I meet it every day. It is everywhere. Inescapably it lurks and pounces on each and every one of us. The question springs up often and is sometimes hurled “Why do we suffer? Is there any purpose to this?”
You would think that with all the times these questions are posed that I would have a ‘good answer’ by now, but alas there can be no glib or pat answer to people’s suffering. I have puzzled out some answers that work for me and while I try and practise what I preach I do not always preach what I practise.
In 2 Cor. 1:5 we read “For just as the sufferings of Christ flow over in our lives, so also through Christ our comfort overflows.” As I pondered this my mind made a wild intuitive leap. I am prone to such ‘leaps’. I cannot always tell of a logical rationale for such jumps except in hindsight. My thoughts turned to my mother! I thought about the ways I have experienced her love and comfort over the years. I fell and skinned my knee. She comforted me. I was bullied or afraid and she comforted me. I was disappointed and disconsolate and she comforted me. I knew (experienced) my mother’s love through her gift of consolation. If I had never suffered would I have known (experienced) this gift of love in the same measure? In this world we revere a mother’s love! It is among the profoundest experiences we have and certainly the most formative. The experience of that love is dependent on the: hurt, disappointment, the suffering we also experience. Years later I hardly remember skinning my knee but my mother’s comforting love remains.

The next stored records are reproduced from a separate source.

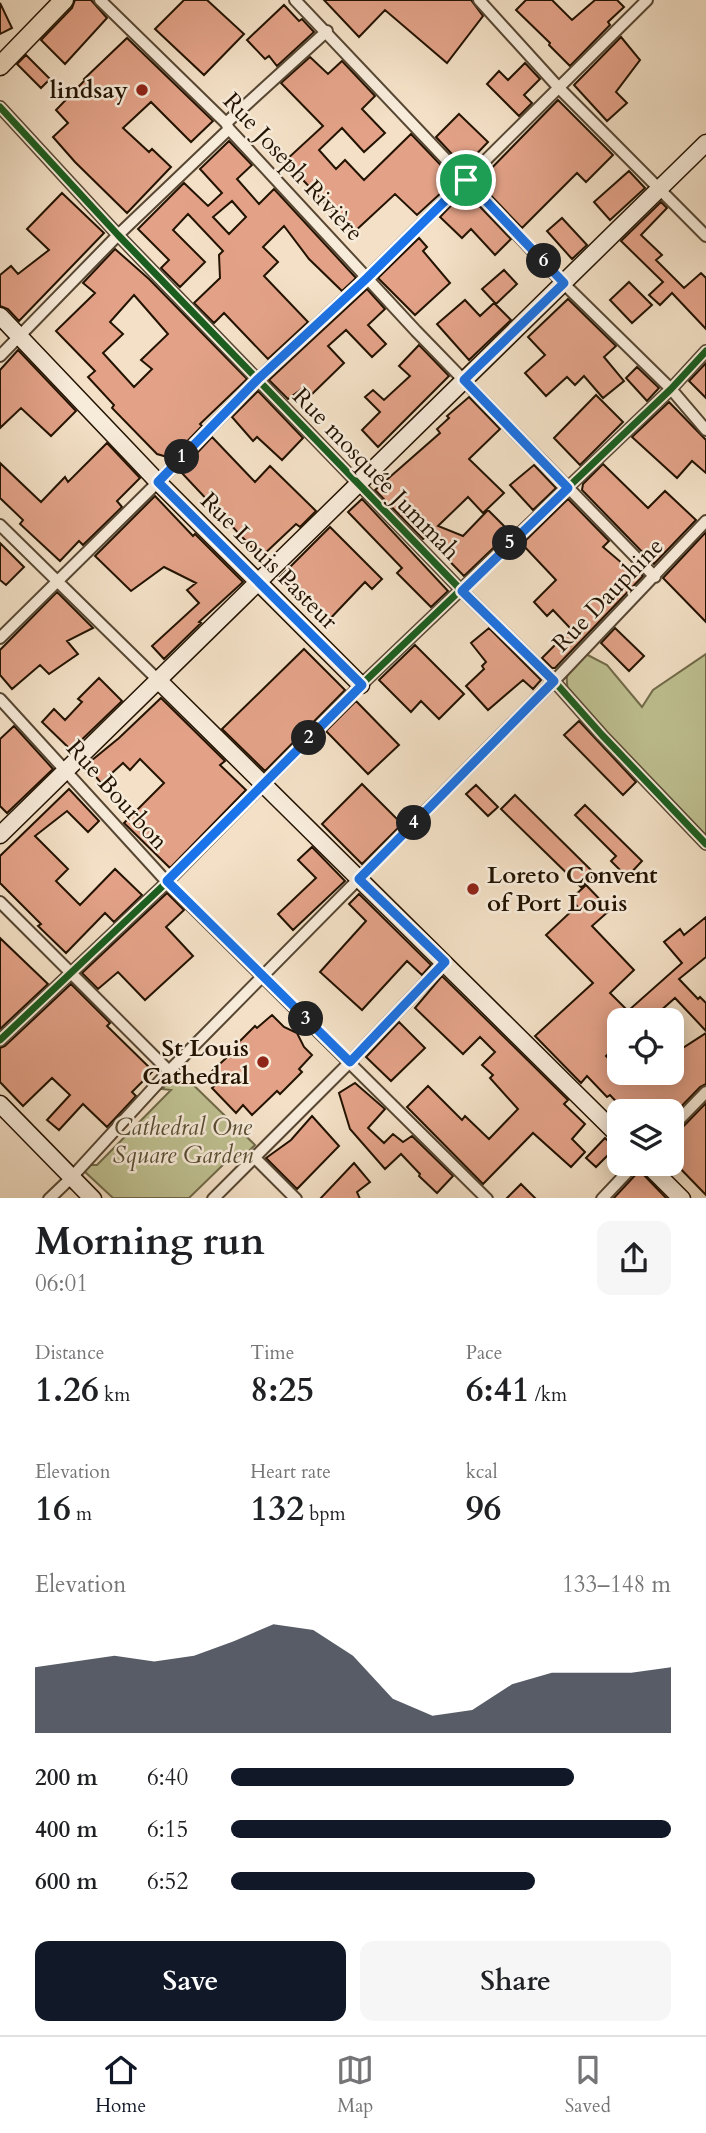 <!DOCTYPE html>
<html lang="en">
<head>
<meta charset="utf-8">
<style>
	:root { --surface:#fff; --page:#f6f6f6; --text:#202124; --muted:#757577; --line:#e0e0e0; --accent:#111827 }
	body { margin:0; font-family:Cardo,serif; background:var(--page); color:var(--text); height:100vh; display:flex; flex-direction:column; font-size:26px; white-space:nowrap }
	* { box-sizing:border-box; margin:0 }
	p { font-size:23px; color:var(--muted) }
	.icon { flex:none; width:38px; height:38px; fill:none; stroke:currentColor; stroke-width:2; stroke-linecap:round; stroke-linejoin:round }
	.map { position:relative; height:1198px; overflow:hidden }
	.drawer { display:flex; flex-direction:column; background:var(--surface); flex:1 }
	.drawer>* { flex:none }
	.fabs { position:absolute; left:607px; top:1008px; display:grid; gap:14px }
	.fabs a { display:grid; place-items:center; width:77px; height:77px; border-radius:14px; background:var(--surface); box-shadow:0 4px 18px #0003; font-size:35px }
	.pin { position:absolute; display:grid; place-items:center; width:60px; height:60px; color:#fff; margin:-30px; border:4px solid #fff; border-radius:50%; box-shadow:0 2px 7px #0007 }
	.km { position:absolute; width:35px; height:35px; margin:-18px; border-radius:50%; background:#222; color:#fff; font-size:19px; line-height:35px; text-align:center }
	.round { display:grid; place-items:center; flex:none; width:74px; height:74px; border-radius:14px; background:var(--page) }
	.head { display:flex; align-items:center; justify-content:space-between; height:119px; padding:0 35px }
	h1 { font-size:38px; font-weight:700; line-height:52px }
	.stats { display:grid; grid-template-columns:repeat(3,1fr); gap:10px; height:119px; padding:7px 35px }
	.stats div { display:grid; align-content:center }
	.stats b { font-size:35px; font-weight:700 }
	.stats small { font-size:19px; font-weight:400 }
	.stats p { font-size:19px }
	.chart { height:196px; padding:14px 35px }
	.chart p { display:flex; justify-content:space-between }
	.chart svg { width:100%; height:126px; margin-top:7px; fill:var(--accent); opacity:.7 }
	.cta { display:flex; gap:14px; margin-top:auto; padding:14px 35px }
	.cta a { flex:1; height:80px; border-radius:14px; background:var(--accent); color:#fff; font-size:28px; font-weight:700; line-height:80px; text-align:center }
	.cta a+a { background:var(--page); color:var(--text) }
	ul { padding:0 35px; list-style:none; font-size:23px }
	li { display:grid; grid-template-columns:112px 84px 1fr; align-items:center; height:52px }
	li i { height:18px; border-radius:9px; background:var(--accent) }
	.tabs { display:flex; justify-content:space-around; align-items:center; height:98px; border-top:2px solid var(--line); background:var(--surface); font-size:19px; color:var(--muted) }
	.tabs a { display:grid; justify-items:center; gap:4px }
	.tabs .current { color:var(--accent) }
	.map>svg:first-child { display:block }
</style>
</head>
<body>
<div class="map">
<svg width="706" height="1199" viewBox="0 0 706 1199">
	<rect width="100%" height="100%" fill="#f3e0c6"/>
	<filter id="stains"><feTurbulence type="fractalNoise" baseFrequency=".00286" numOctaves="4"/><feColorMatrix values="0 0 0 0 .2 0 0 0 0 .09 0 0 0 0 .02 0 0 0 .5 -.17"/></filter>
	<radialGradient id="worn" r=".72"><stop offset=".6" stop-color="#630" stop-opacity="0"/><stop offset="1" stop-color="#630" stop-opacity=".3"/></radialGradient>
	<path fill="#bfc192" stroke="#706a49" stroke-width="2" d="M582,652l25,13 35,42 11,-17 53,-36v182l-137,-142c-6,-22 0,-26 13,-42z
		M180,1072l75,73 -15,15 -11,-1 -40,39h-76l-30,-28 6,-5h8l74,-75 -9,-1z"/>
	<path fill="#e3a288" stroke="#221200" stroke-width="2" fill-rule="evenodd" d="M75,0h16l16,18 -42,46 -24,-24 31,-32z
		M184,0h23l37,34 -40,41 -49,-46z
		M324,0h147l12,16 -36,47 -62,-53 -26,27z
		M526,0h26l20,20 23,-20h22l7,7 -16,15 2,3 -40,41 -21,-21 1,-2 -34,-33z
		M0,3l12,25 -12,6z
		M284,5l15,16 3,-2 12,13 -37,34 -8,-10 -4,3 -18,-19z
		M621,37l19,23 -24,32 11,11 -20,18 -33,-36z
		M127,38l86,83 -22,21 -40,-40 -28,26 26,24 3,-3 19,18 -44,46 -52,-51 -22,-25 15,-14 -12,-13 29,-30 -1,-1z
		M26,55l24,24 -9,9 -24,-24z
		M310,57l18,17 14,-13 33,35 -13,13 23,24 -21,19 -22,-24 -23,22 17,19 9,-9 19,20 47,-46 44,46 -38,35 -22,-21 -42,39 -68,-72 38,-35 -42,-43z
		M525,63l15,16 -16,16 8,8 -13,13 -32,-32 12,-13 9,9z
		M558,100l55,55 -27,27 -9,-9 -55,55 -44,-46z
		M459,114l29,28 -24,25 -28,-30z
		M229,141l23,24 -15,14 22,25 15,-15 82,89 -14,13 -33,-32 -25,-33 -21,21 15,15 -14,14 44,46 -40,37 -44,-46 -10,10 -20,-20 26,-25 -1,-23 4,-4 -35,-37 -15,16 32,32 -25,25 -19,-19 8,-8 -31,-31 46,-46 24,23 14,-13 -22,-24zM232,201l14,16 -17,17 -16,-17z
		M629,171l16,17 -35,32 -16,-18z
		M465,191l46,48 -16,16 -24,-26 -9,9 -22,-21z
		M62,193l42,40 -85,88 -11,-12 -8,-3v-31l11,-9 7,8 31,-24 -22,-21z
		M661,202l6,6 -26,27 21,20 -6,5 28,28 17,-15 5,5v51l-34,-36 -12,12 -11,-10 14,-13 -42,-41z
		M562,218l25,27 -15,14 -25,-28z
		M419,238l8,9 -4,4 27,32 -35,32 -37,-37z
		M115,249l34,30 98,100 -47,45 2,2 -31,32 -14,-4 -45,-46 2,-3 -26,-28 7,-6 -39,-40 39,-38 -12,-10zM134,295l34,39 -27,26 11,9 -18,18 -31,-34 20,-19 -13,-12z
		M504,270l13,14 -21,20 -14,-15z
		M629,282l23,23 -20,18 -22,-23z
		M367,289l18,20 -17,16 18,19 -14,13 -26,-27 -18,16 16,17 -34,33 -7,-8 -15,11 -19,-19z
		M568,299l48,47 -12,11 20,24 -21,17 -19,-22 -9,9 -8,-8 -21,19 -21,-23 20,-18 -17,-18z
		M465,300l15,16 14,-13 17,17 -42,40 -32,-36z
		M419,345l30,31 -71,71 -16,-17 18,-18 -15,-15 8,-7 11,10 26,-24 -11,-10z
		M18,350l58,61 -25,25 -30,-28 -21,20v-58z
		M706,363v35l-17,-17z
		M637,367l22,21 -12,13 -21,-23z
		M258,391l45,47 -21,22 -25,-23 -4,4 -21,-24z
		M596,395l27,27 -43,43 -26,-27z
		M469,397l31,32 -31,30 35,34 -21,20 -15,-16 -30,29 25,10 25,-26 22,22 -46,44 -38,-39 -3,2 -48,-49 65,-57 -3,-4 12,-11 -2,-2z
		M669,402l37,38v33l-14,-12 -15,17 -45,-41z
		M212,437l43,45 15,-16 46,45 -16,16 -4,-3 -35,33 -81,-86z
		M107,443l33,35 -23,23 5,6 -39,38 -4,-4 -19,20 -40,-37 3,-4 -23,-22v-35l41,39 24,-25 3,5z
		M603,464l45,44 17,-17 31,29 -42,44 -72,-74 1,-6z
		M534,465l22,23 -23,22 -23,-25z
		M155,496l38,40 2,-2 48,48 -44,40 2,1 -37,36 -12,-13 47,-43 -12,-13 9,-7 -32,-16 -33,24 -36,-35z
		M362,499l86,92 -17,16 -34,-34 5,-5 -54,-56z
		M568,499l41,42 -6,6 27,23 4,-4 9,10 -88,92h-3l-10,-10 29,-29 -18,-19 -6,6 -13,-14 22,-22 -34,-36z
		M330,527l52,52 -10,10 -7,-7 -38,40 -47,-45z
		M706,532v90l-43,-44z
		M0,543l24,24 -18,18 -6,-5z
		M57,592l36,36 -26,13 11,13 -29,20 -9,-9 -28,24 -12,-14v-25z
		M489,628l52,52 -8,9 -10,-9 -35,30 -22,-24 18,-17 -2,-3 4,-4 -15,-19z
		M615,628l29,28 -15,15 -28,-28z
		M415,645l49,49 -25,25 -18,-18 -10,11 -32,-32z
		M304,649l41,41 -80,81 -43,-42z
		M99,678l23,23 -51,49 -29,-28 12,-13 11,11 17,-18 -4,-3z
		M161,698l64,63 -5,4 26,25 -76,78 -46,-45 40,-40 -24,-24 -10,11 -7,-7 -22,20 -15,-18 33,-27z
		M356,701l43,44 -31,29 -42,-43z
		M579,721l57,61 -13,13 -59,-60z
		M14,726l39,43 -46,44 -7,-7v-67z
		M362,784l40,40 -40,40 -40,-40z
		M476,785l22,22 -10,9 -22,-22z
		M69,789l30,32 -11,11 -21,-21 -32,25 33,33 -12,12 24,24 35,-36 27,26 -28,27 -9,-9 -39,40 -28,-27 3,-2 -41,-41v-27z
		M515,795l80,79 -14,13 -80,-78z
		M585,805l57,56 -15,16 -16,-16 5,-5 -41,-41z
		M312,847l33,34 -52,49 -15,-16 38,-36 -18,-18z
		M586,885l24,25 -18,16 42,44 -24,23 18,18 54,-48 -18,-21 16,-13 4,6 22,-18v40l-27,22 19,20 2,-2 6,6v28l-31,-33 -25,22h-30v22l-14,14 26,27 3,-3 4,4 14,-11h19v-18l34,-22v51l-6,3 -28,29v-5h-47l-15,-16 -3,2 -20,-21 -6,7 -46,-47 58,-53 -47,-48 31,-29 -6,-7z
		M167,893l17,17 -18,17 27,29 -48,44 -27,-28 -20,17 -16,-16z
		M359,894l72,71 -9,10 -15,-14 -45,49 -42,-38 46,-51 -17,-17z
		M0,938l48,46 -48,45z
		M442,976l126,124 -4,4 21,20 -13,15 13,13 -14,15 -38,-34 -50,51 -76,-77 21,-21 34,34 3,-4 24,23 29,-30 -28,-31 3,-3 -11,-10 13,-13 -15,-15 -17,17 -48,-46z
		M71,984l39,39 -3,3 46,45 -21,21 4,4 -29,31 -24,-23 -24,26 -12,-10 23,-25 -18,-17 -29,28 -23,-24v-34l5,-2z
		M272,1015l12,12 13,6 7,14 8,8 -13,14 3,3 -22,22 -3,-3 -25,24 -9,-10 -7,8 -24,-25 8,-7 -9,-9 25,-23 -2,-2 21,-21 2,2z
		M399,1022l26,26 -34,33 -25,-24z
		M355,1083l30,26 -17,19 16,15 9,-9 10,8 9,-6 41,40 -16,17 -18,-17 1,-2 -19,-20 -16,15 -35,-40 -11,-36z
		M706,1103v92l-34,-35v-25l6,-3z
		M312,1116l27,30 -42,43 -31,-31 25,-18z
		M605,1138l10,10 -19,19 -10,-9z
		M354,1163l16,19 -13,10 3,7h-40z
		M639,1171h1l27,28h-54z
		M521,1184l15,15h-30z"/>
	<g fill="none" stroke-linecap="round" stroke-linejoin="round">
		<g stroke="#564632" stroke-width="14">
			<path id="street" d="M100,0l126,123 3,6 187,202 239,246
				M295,0l268,283 108,106 35,41
				M479,0l80,88 147,148
				M0,107l118,128 344,356 92,90 48,54 104,109
				M226,123l101,-92
				M0,356l118,-121 111,-106
				M0,525l157,154
				M0,638l158,-156 100,-103 109,-101 280,-278
				M0,699l167,183 320,317
				M0,902l169,169
				M0,1040l167,-158 194,-197 310,-296 35,-38
				M672,1127l34,-35
				M254,1157l42,42
				M49,1199l22,-21 98,-107 385,-390 152,-160
				M213,1199l137,-137 95,-100
				M602,1199l33,-35"/>
		</g>
		<g stroke="#221200" stroke-width="19">
			<path id="secondary" d="M0,316l158,166 203,203
				M157,679l463,458
				M0,835l706,-692
				M0,1104l93,95
				M647,1164l35,35"/>
		</g>
		<g stroke="#221200" stroke-width="21">
			<path id="primary" d="M0,66l64,-66"/>
		</g>
		<use href="#street" stroke="#f7ebda" stroke-width="10"/>
		<use href="#secondary" stroke="#f7ebda" stroke-width="16"/>
		<use href="#primary" stroke="#f3e0c6" stroke-width="18"/>
		<g stroke="#f7ebda" stroke-width="11">
			<path id="cycleway" d="M0,107l118,128 344,356 92,90 48,54 104,109
				M0,1040l167,-158 194,-197 310,-296 35,-38"/>
		</g>
		<use href="#cycleway" stroke="#1b5e20" stroke-width="7"/>
	</g>
	<g fill="none" stroke-linecap="round" stroke-linejoin="round">
		<g stroke="#fff" stroke-width="14">
			<path id="route" d="M466,180l98,103 -100,97 104,108 -106,103 92,90 -195,198 86,83 -95,100 -183,-181 195,-196 -204,-203 100,-103 109,-101z"/>
		</g>
		<use href="#route" stroke="#1a73e8" stroke-width="9"/>
	</g>
	<g fill="#8f2418" stroke="#f7ebda" stroke-width="2.5">
		<circle cx="142" cy="90" r="7"/>
		<circle cx="473" cy="889" r="7"/>
		<circle cx="263" cy="1062" r="7"/>
	</g>
	<g text-anchor="middle" dominant-baseline="central" stroke-width="5" stroke-linejoin="round" paint-order="stroke">
		<g font-size="24" font-weight="bold" fill="#221200" stroke="#f7ebda" text-anchor="end">
			<text x="128" y="90">lindsay</text>
			<text x="487" y="875" text-anchor="start">Loreto Convent<tspan x="487" dy="28">of Port Louis</tspan></text>
			<text x="249" y="1048">St Louis<tspan x="249" dy="28">Cathedral</tspan></text>
		</g>
		<g font-size="24" fill="#221200" stroke="#f7ebda">
			<text transform="translate(293 167) rotate(47)">Rue Joseph Rivière</text>
			<text transform="translate(376 474) rotate(46)">Rue mosquée Jummah</text>
			<text transform="translate(269 561) rotate(45)">Rue Louis Pasteur</text>
			<text transform="translate(608 595) rotate(-46)">Rue Dauphine</text>
			<text transform="translate(117 795) rotate(48)">Rue Bourbon</text>
		</g>
		<g font-size="24" font-style="italic" fill="#594f33" stroke="#f7ebda">
			<text x="183" y="1127">Cathedral One<tspan x="183" dy="28">Square Garden</tspan></text>
		</g>
	</g>
	<rect width="100%" height="100%" filter="url(#stains)"/>
	<rect width="100%" height="100%" fill="url(#worn)"/>
</svg>
<div class="fabs">
<a><svg class="icon" aria-label="locate" viewBox="0 0 24 24"><circle cx="12" cy="12" r="6"/><path d="M12 2v4M12 18v4M2 12h4M18 12h4"/></svg></a>
<a><svg class="icon" aria-label="layers" viewBox="0 0 24 24"><path d="M12 4l9 5-9 5-9-5zM3 14l9 5 9-5"/></svg></a>
</div>
<div class="pin" style="left:466px;top:180px;background:#1e9e55"><svg class="icon" aria-label="arrive" viewBox="0 0 24 24"><path d="M6 21V4h12l-3 4 3 4H6"/></svg></div>
<b class="km" style="left:182px;top:457px">1</b>
<b class="km" style="left:309px;top:738px">2</b>
<b class="km" style="left:306px;top:1019px">3</b>
<b class="km" style="left:414px;top:823px">4</b>
<b class="km" style="left:510px;top:543px">5</b>
<b class="km" style="left:544px;top:261px">6</b>
</div>
<section class="drawer">
<div class="head"><div><h1>Morning run</h1><p>06:01</p></div><a class="round"><svg class="icon" aria-label="share" viewBox="0 0 24 24"><path d="M12 15V3M7 8l5-5 5 5M5 13v7h14v-7"/></svg></a></div>
<div class="stats">
<div><p>Distance</p><b>1.26<small> km</small></b></div>
<div><p>Time</p><b>8:25</b></div>
<div><p>Pace</p><b>6:41<small> /km</small></b></div>
</div>
<div class="stats">
<div><p>Elevation</p><b>16<small> m</small></b></div>
<div><p>Heart rate</p><b>132<small> bpm</small></b></div>
<div><p>kcal</p><b>96</b></div>
</div>
<div class="chart"><p><span>Elevation</span>133–148 m</p>
<svg viewBox="0 0 160 44" preserveAspectRatio="none"><path d="M0 44V21L10 19L20 17L30 19L40 17L50 12L60 6L70 8L80 17L90 32L100 38L110 36L120 27L130 23L140 23L150 23L160 21V44z"/></svg>
</div>
<ul>
<li><b>200 m</b>6:40<i style="width:78%"></i></li>
<li><b>400 m</b>6:15<i style="width:100%"></i></li>
<li><b>600 m</b>6:52<i style="width:69%"></i></li>
</ul>
<div class="cta"><a>Save</a><a>Share</a></div>
</section>
<nav class="tabs">
<a class="current"><svg class="icon" aria-label="home" viewBox="0 0 24 24"><path d="M3 11l9-7 9 7M6 9v11h12V9"/></svg>Home</a>
<a><svg class="icon" aria-label="map" viewBox="0 0 24 24"><path d="M3 6l6-2 6 2 6-2v14l-6 2-6-2-6 2zM9 4v14M15 6v14"/></svg>Map</a>
<a><svg class="icon" aria-label="saved" viewBox="0 0 24 24"><path d="M7 4h10v16l-5-4-5 4z"/></svg>Saved</a>
</nav>
</body>
</html>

Suffering accomplishes something in us. When we suffer we are open to know (experience) the consoling love of God. Several years ago I had a fall and suffered tremendous physical pain. During that time I knew the consoling love of God! In the midst of my slow recovery I would tell people that though I would not wish such an event on anyone, that I was grateful for the opportunity to experience this consoling love. Many could not understand and I could not, then, well explain. During this period of time I experienced great growth and I would not undo the event if I could.
Truthfully I am still recovering physically. I am reminded of this with my recent experiences at the gym. During my recovery I was a weak as a kitten, though I had previously been quite strong. Last night I was forced to realize that I have lost a lot of strength in my arms. I will have to do a lot of ‘suffering’ if I am to build those muscles up again. I probably will not build them to where they once were but I no longer need to move grand pianos. I do know that meeting suffering, and by God’s grace pushing through, that I will build up perseverance which in turn builds character, which leads to a hope that will not disappoint. (Rom. 5:3 -5)
All these musings are for me. It is rarely helpful to suggest “God is working all things for good…” to someone in the midst of pain. My only real answer is compassion, which is suffering with my friend. I do this knowing that as I do it will ensure God’s comfort to me and hopefully through me to my fellow.
There are no ‘easy’ answers but we can know that God’s comfort is promised to abound, all out of proportion to any suffering. This flummoxes even my imagination as I try to picture God’s comfort flowing out in the face of the suffering we see in the world. No wonder they call his grace amazing!